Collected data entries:
.....

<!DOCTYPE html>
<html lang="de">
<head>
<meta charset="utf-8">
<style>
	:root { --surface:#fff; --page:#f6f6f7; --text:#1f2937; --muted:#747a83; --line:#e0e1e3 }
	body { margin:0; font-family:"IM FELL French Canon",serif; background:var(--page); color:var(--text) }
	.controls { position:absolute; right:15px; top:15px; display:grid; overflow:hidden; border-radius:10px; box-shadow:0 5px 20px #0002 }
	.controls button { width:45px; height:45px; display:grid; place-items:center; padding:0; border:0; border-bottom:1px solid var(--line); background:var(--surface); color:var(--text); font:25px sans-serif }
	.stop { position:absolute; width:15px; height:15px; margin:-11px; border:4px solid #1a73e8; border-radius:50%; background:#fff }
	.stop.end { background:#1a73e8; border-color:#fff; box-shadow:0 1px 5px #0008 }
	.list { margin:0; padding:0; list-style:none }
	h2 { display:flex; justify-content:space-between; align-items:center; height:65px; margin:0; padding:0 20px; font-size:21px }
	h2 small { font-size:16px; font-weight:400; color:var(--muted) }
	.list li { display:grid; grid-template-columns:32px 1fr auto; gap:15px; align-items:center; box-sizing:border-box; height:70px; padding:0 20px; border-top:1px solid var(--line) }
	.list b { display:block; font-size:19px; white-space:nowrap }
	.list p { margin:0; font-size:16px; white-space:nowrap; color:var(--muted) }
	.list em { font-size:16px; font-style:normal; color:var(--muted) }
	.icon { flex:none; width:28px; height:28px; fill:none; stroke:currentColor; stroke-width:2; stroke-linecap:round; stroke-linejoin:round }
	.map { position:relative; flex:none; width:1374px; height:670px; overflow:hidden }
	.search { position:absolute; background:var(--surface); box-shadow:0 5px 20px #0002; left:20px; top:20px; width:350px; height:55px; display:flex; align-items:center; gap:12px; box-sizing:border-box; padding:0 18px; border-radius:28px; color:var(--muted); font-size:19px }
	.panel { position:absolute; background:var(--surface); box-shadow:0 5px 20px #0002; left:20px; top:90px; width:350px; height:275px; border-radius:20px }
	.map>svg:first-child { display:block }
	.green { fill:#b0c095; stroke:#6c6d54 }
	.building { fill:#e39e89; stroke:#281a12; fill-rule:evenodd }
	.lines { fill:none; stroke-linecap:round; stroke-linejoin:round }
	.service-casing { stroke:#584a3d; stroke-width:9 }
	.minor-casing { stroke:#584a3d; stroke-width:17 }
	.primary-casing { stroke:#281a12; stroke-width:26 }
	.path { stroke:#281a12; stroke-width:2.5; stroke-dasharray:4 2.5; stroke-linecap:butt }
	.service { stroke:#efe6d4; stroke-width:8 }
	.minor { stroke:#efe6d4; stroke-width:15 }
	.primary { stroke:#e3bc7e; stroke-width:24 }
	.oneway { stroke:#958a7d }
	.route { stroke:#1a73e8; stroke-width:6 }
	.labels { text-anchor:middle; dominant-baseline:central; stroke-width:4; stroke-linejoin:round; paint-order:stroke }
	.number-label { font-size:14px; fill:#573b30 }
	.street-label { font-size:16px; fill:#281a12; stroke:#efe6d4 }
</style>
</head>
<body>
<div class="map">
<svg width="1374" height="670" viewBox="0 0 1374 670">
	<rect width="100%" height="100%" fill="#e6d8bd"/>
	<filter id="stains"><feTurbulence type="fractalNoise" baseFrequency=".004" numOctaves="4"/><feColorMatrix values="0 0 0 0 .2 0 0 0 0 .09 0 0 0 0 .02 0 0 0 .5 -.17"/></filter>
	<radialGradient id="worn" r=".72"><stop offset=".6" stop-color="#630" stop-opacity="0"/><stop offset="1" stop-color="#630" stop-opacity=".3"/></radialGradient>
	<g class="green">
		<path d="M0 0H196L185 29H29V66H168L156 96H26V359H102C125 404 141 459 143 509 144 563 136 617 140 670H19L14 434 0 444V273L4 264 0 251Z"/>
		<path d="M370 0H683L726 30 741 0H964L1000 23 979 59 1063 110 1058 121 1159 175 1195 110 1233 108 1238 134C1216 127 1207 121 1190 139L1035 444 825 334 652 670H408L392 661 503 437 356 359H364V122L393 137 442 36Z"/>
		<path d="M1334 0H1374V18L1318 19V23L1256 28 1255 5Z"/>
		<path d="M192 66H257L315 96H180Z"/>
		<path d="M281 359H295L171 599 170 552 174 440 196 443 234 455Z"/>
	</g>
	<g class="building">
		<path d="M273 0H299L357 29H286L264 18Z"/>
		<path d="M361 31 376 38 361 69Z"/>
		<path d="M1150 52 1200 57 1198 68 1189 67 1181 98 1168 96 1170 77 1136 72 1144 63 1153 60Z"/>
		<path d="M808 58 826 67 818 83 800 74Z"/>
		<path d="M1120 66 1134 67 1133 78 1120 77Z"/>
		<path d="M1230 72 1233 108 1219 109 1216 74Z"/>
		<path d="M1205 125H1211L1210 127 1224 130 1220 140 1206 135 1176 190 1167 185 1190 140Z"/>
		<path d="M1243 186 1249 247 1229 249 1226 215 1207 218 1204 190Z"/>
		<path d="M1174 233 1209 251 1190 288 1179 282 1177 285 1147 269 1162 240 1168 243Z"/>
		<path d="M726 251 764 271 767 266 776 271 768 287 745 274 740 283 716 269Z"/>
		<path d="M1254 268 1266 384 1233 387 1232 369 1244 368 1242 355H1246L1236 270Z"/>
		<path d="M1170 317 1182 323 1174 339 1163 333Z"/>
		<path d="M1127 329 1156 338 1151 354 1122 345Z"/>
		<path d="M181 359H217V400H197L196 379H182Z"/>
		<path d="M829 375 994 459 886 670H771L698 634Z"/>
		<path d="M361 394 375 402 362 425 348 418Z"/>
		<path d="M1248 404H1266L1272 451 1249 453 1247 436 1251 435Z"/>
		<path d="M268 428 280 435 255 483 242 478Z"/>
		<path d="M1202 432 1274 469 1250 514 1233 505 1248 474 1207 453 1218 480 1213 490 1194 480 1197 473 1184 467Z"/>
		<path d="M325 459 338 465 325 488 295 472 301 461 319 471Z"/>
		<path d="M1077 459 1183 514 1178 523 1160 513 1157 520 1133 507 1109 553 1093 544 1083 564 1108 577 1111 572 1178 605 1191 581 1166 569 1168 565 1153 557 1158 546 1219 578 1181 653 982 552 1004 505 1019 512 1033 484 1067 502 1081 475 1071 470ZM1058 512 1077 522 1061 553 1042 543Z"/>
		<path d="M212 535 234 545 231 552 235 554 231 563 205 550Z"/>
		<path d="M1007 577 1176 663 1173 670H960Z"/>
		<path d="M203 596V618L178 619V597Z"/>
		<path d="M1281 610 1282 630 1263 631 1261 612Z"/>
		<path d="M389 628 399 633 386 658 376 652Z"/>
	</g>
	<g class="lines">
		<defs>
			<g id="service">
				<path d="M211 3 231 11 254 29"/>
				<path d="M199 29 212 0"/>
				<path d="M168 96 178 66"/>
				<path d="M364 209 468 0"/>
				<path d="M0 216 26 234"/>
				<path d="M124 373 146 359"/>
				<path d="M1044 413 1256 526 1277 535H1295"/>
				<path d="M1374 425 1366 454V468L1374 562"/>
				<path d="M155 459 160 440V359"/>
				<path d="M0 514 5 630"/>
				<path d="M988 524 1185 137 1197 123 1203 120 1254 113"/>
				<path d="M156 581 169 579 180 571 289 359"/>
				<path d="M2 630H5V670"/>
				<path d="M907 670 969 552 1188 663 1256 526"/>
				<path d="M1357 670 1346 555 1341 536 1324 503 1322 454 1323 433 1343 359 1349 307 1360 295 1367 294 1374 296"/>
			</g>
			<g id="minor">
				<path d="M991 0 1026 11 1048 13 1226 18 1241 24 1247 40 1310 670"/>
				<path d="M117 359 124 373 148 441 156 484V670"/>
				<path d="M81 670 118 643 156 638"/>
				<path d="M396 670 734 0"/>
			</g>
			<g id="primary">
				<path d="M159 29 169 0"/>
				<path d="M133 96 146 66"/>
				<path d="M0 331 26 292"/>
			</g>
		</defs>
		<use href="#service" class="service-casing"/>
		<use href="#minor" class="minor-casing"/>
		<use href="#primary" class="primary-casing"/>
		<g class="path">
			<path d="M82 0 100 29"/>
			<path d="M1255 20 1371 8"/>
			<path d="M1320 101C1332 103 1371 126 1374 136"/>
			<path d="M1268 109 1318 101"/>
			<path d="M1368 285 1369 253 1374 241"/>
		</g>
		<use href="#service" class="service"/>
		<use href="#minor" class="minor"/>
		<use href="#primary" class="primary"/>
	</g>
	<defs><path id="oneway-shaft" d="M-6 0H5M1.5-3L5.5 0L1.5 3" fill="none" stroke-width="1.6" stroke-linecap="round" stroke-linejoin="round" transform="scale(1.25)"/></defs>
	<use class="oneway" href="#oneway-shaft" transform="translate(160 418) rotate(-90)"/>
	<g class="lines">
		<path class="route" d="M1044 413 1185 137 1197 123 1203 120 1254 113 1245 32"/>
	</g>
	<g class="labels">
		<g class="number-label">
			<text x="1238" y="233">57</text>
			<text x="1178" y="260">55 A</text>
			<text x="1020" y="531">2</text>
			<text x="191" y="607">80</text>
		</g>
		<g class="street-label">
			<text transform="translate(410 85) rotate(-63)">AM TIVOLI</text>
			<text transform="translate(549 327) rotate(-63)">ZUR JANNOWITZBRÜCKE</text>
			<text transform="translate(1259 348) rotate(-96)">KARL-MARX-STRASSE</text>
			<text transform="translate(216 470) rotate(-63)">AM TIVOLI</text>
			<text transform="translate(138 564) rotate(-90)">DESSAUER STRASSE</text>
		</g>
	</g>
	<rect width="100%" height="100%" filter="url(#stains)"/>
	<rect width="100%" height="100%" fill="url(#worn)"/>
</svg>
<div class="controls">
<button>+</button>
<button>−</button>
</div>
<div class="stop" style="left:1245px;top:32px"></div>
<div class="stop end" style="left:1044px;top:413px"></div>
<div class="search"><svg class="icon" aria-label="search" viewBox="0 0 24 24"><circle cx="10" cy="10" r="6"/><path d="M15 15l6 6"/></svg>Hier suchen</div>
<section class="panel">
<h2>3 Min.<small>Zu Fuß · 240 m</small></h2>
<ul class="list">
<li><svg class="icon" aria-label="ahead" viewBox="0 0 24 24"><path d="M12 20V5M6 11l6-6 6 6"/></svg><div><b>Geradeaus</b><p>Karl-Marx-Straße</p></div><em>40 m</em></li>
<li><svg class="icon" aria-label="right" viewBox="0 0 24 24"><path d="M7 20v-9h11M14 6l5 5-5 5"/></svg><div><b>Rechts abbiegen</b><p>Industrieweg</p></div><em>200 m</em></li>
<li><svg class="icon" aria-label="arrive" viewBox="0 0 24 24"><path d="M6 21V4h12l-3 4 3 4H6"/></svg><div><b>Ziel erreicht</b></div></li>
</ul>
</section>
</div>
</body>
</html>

.....

# [Your goal]
Your task is to find each line in the entries that contains the string "oneway" and copy it.

# [Exercise output]
	.oneway { stroke:#958a7d }
	<defs><path id="oneway-shaft" d="M-6 0H5M1.5-3L5.5 0L1.5 3" fill="none" stroke-width="1.6" stroke-linecap="round" stroke-linejoin="round" transform="scale(1.25)"/></defs>
	<use class="oneway" href="#oneway-shaft" transform="translate(160 418) rotate(-90)"/>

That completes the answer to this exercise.